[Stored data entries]
========================================
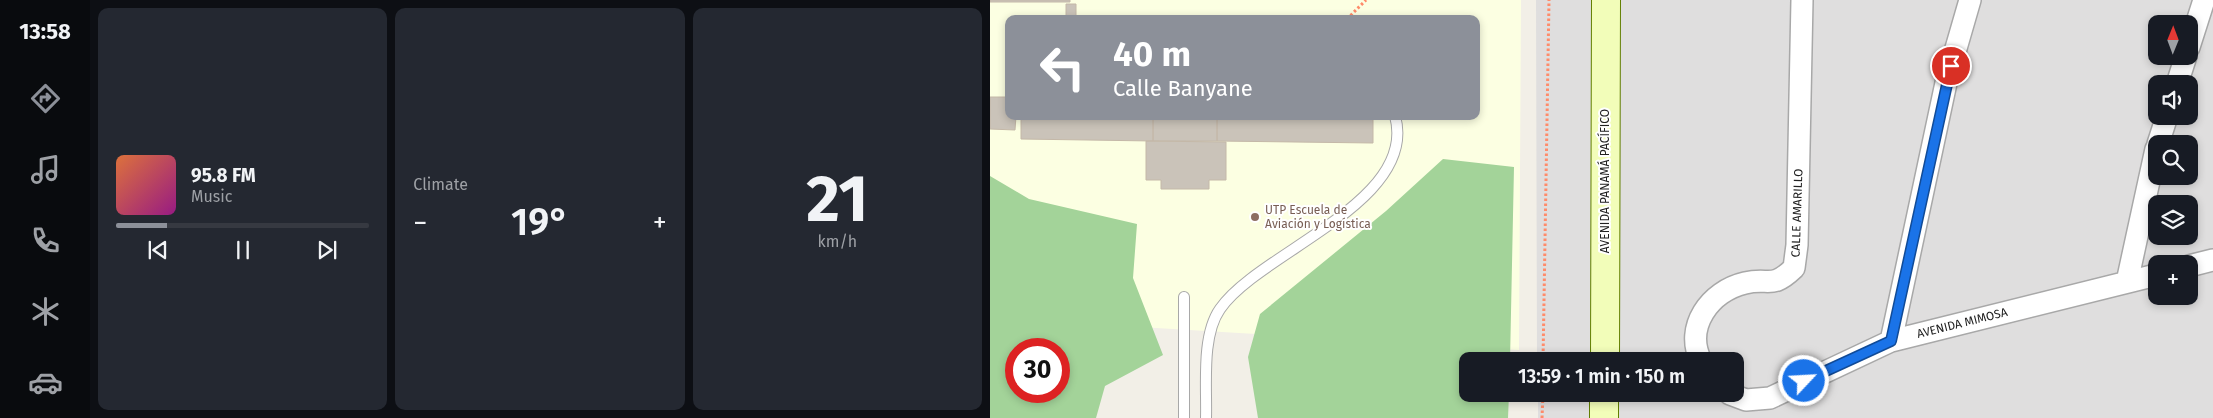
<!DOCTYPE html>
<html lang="en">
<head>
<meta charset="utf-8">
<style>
	:root { --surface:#171b24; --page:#242831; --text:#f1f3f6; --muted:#9ea1a6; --line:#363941; --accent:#8c9099 }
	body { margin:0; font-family:"Fira Sans",sans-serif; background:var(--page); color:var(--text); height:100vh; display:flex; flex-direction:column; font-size:19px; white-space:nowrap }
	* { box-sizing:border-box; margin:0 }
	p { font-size:16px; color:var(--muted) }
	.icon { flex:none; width:28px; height:28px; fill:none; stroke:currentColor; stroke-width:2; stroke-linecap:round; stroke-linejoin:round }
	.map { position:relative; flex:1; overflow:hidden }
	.details { display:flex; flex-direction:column; gap:8px; padding:8px; background:#0d0f14; width:900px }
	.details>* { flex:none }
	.guide { position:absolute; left:15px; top:15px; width:475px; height:105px; border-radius:10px; box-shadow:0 2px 8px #0003; background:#8c9099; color:#fff; overflow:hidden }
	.needle { width:32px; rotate:1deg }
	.tools { position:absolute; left:1158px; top:15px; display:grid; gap:10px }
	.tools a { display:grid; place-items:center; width:50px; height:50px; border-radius:10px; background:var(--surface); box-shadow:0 2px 8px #0003; font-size:25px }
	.speed { position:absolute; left:15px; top:338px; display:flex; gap:10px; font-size:25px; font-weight:700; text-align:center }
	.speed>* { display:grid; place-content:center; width:65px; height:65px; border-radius:50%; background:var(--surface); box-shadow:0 2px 8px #0003; line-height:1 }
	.speed .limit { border:8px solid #d22; background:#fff; color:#111 }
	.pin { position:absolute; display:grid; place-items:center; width:42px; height:42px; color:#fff; margin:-21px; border:2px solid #fff; border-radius:50%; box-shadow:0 1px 5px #0007 }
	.me { position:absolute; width:55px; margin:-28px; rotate:65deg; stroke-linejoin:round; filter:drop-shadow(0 0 4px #0008) }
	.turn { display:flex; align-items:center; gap:18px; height:105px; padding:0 25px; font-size:22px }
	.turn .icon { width:65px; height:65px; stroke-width:2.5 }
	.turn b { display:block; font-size:35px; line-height:42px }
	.big { font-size:38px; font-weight:600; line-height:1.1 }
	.details .widget { flex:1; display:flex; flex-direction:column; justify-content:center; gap:8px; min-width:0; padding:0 18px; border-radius:10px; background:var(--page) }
	.details .dial { align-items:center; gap:0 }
	.dial b { font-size:65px; line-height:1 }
	.song { display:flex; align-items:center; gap:15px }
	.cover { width:60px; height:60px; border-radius:8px; background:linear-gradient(135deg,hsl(20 70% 55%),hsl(310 70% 35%)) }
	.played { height:5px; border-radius:2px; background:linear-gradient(90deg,var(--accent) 20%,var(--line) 20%) }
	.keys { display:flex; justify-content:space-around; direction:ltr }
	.heat { display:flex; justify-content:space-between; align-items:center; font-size:28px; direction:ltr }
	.details .tiles { flex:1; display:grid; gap:8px; grid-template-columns:repeat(3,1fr) }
	.trip { position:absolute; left:469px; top:352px; width:285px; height:50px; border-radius:10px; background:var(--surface); box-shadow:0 2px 8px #0003; font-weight:600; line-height:50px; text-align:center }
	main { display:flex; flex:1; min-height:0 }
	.dock { display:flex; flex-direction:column; width:90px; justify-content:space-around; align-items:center; background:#090b0e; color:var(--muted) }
	.dock .icon { width:35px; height:35px }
	.dock .active { color:var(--accent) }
	.dock b { font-size:22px; color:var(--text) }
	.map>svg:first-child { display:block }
	.residential { fill:#dfdede; fill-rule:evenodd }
	.education { fill:#fcffe2; fill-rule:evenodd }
	.forest { fill:#a3d399; fill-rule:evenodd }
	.building { fill:#cac3b9; stroke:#c4b8a8 }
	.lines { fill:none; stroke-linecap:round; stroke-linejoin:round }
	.lane-casing { stroke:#a8a8a8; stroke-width:12 }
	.street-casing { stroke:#a8a8a8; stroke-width:24 }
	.secondary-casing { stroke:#627f00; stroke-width:30 }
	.path { stroke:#ff8b6a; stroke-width:3; stroke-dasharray:2.5 2.5; stroke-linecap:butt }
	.lane { stroke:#fff; stroke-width:10 }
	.street { stroke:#fff; stroke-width:21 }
	.secondary { stroke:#f2fdb9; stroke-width:28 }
	.route-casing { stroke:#114b97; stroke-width:12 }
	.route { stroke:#1a73e8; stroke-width:9 }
	.education-dot { fill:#8d6e63; stroke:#fff; stroke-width:2 }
	.labels { text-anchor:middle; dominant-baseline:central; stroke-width:4; stroke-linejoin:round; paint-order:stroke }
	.street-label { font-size:12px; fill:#212121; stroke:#fff }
	.education-label { font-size:12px; fill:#785e54; stroke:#fff; text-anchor:start }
</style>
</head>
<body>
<main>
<nav class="dock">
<b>13:58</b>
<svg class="icon active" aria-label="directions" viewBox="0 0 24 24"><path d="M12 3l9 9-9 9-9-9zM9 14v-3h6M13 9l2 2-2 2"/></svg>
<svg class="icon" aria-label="music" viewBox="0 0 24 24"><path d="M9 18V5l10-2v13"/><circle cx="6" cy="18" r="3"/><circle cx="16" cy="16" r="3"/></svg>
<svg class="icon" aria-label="phone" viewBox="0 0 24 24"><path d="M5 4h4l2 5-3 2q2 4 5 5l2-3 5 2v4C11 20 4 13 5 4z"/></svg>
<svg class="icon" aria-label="climate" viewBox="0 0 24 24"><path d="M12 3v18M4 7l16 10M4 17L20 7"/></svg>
<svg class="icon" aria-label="car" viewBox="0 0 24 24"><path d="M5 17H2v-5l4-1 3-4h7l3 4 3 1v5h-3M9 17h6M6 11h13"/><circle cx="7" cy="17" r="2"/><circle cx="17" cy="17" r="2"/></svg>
</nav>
<section class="details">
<div class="tiles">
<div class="widget">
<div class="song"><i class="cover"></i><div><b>95.8 FM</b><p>Music</p></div></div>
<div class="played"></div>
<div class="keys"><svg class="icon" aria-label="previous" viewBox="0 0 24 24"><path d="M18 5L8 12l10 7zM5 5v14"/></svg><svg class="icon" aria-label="pause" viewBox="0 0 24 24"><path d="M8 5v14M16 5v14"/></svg><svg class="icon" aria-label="next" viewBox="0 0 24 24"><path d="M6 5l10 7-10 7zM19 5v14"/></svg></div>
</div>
<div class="widget"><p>Climate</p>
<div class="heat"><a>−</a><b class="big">19°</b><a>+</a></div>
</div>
<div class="widget dial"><b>21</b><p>km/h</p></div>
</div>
</section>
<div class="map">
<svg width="1223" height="418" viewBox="0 0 1223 418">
	<rect width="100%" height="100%" fill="#f2efe7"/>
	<path class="residential" d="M546 0H1223V418H548V394H745V361H547ZM1166 24H1199V56H1166ZM1166 84H1199V116H1166ZM1166 144H1199V176H1166ZM1166 204H1199V236H1166ZM1166 264H1199V296H1166Z"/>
	<path class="education" d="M0 0H531L529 350 0 318ZM19 19H486V116H19Z"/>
	<path class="forest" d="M453 159 524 167 520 361H478V394H519L518 418H268L258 357 270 314 396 211Z
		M0 176 39 199 147 224 143 278 173 355 115 386 106 418H0ZM26 349H69V391H26Z"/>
	<path class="building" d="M0 0H80V2H0Z
		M76 4H86V19H76Z
		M0 97H19V116H26L25 130 0 129Z
		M31 116H163V141L31 139Z
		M163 116H227V141H163Z
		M227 116H383V143L227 141Z
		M156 141 236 142V180H219V189H171V180H156Z"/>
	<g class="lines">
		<g class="lane-casing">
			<path id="lane" d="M194 297V418
				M216 418C217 387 211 336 230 309 269 252 429 202 405 116"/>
		</g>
		<g class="street-casing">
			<path id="street" d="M1199 47 1214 0
				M1187 84 1196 56
				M1168 144 1177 116
				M1199 266 1223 260
				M1137 282 1166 149
				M901 341 956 83 980 0
				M711 361C694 327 720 291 755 283 780 277 781 290 804 268L807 245 812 0
				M740 394 756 400 780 398 901 341 1166 275"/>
		</g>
		<g class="secondary-casing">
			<path id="secondary" d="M615 361 616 0
				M614 418V394"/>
		</g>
		<path class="path" d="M357 19 376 0
			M553 361 559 0
			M552 418 553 394"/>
		<use href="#lane" class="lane"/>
		<use href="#street" class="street"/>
		<use href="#secondary" class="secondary"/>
	</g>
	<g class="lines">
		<g class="route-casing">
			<path id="route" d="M814 381 901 341 961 66"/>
		</g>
		<use href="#route" class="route"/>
	</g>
	<circle class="education-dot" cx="265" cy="217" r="5"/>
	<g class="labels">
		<g class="street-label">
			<text transform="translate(615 181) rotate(-90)">AVENIDA PANAMÁ PACÍFICO</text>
			<text transform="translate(807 213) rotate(-88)">CALLE AMARILLO</text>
			<text transform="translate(972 323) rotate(-14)">AVENIDA MIMOSA</text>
		</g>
		<g class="education-label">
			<text x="275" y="210">UTP Escuela de<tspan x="275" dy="14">Aviación y Logística</tspan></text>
		</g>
	</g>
</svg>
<div class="tools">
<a><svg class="needle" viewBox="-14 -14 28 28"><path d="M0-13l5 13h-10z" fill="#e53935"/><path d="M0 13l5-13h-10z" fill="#9ea1a6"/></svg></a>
<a><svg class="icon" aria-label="sound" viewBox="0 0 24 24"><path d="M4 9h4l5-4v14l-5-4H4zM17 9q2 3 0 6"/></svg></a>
<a><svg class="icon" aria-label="search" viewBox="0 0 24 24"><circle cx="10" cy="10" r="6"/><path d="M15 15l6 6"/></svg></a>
<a><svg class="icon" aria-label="layers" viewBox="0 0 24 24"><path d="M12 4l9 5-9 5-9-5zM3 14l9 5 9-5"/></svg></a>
<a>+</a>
</div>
<div class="speed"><div class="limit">30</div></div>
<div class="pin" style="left:961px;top:66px;background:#d93025"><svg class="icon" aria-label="arrive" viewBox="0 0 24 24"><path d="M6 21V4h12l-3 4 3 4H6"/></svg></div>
<svg class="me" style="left:814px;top:381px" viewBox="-20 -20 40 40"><circle r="17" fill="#1a73e8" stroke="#fff" stroke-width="3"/><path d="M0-11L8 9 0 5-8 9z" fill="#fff"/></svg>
<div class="trip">13:59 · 1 min · 150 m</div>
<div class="guide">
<div class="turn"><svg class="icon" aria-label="left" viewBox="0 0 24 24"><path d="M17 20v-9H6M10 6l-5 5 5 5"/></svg><div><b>40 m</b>Calle Banyane</div></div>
</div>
</div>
</main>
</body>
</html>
========================================
Try it — From the first line of the entries above down to the line holding "position:absolute; left:1158px; top:15px;", quote each line exactly and nothing else, skipping pictures.

Task output —
<!DOCTYPE html>
<html lang="en">
<head>
<meta charset="utf-8">
<style>
	:root { --surface:#171b24; --page:#242831; --text:#f1f3f6; --muted:#9ea1a6; --line:#363941; --accent:#8c9099 }
	body { margin:0; font-family:"Fira Sans",sans-serif; background:var(--page); color:var(--text); height:100vh; display:flex; flex-direction:column; font-size:19px; white-space:nowrap }
	* { box-sizing:border-box; margin:0 }
	p { font-size:16px; color:var(--muted) }
	.icon { flex:none; width:28px; height:28px; fill:none; stroke:currentColor; stroke-width:2; stroke-linecap:round; stroke-linejoin:round }
	.map { position:relative; flex:1; overflow:hidden }
	.details { display:flex; flex-direction:column; gap:8px; padding:8px; background:#0d0f14; width:900px }
	.details>* { flex:none }
	.guide { position:absolute; left:15px; top:15px; width:475px; height:105px; border-radius:10px; box-shadow:0 2px 8px #0003; background:#8c9099; color:#fff; overflow:hidden }
	.needle { width:32px; rotate:1deg }
	.tools { position:absolute; left:1158px; top:15px; display:grid; gap:10px }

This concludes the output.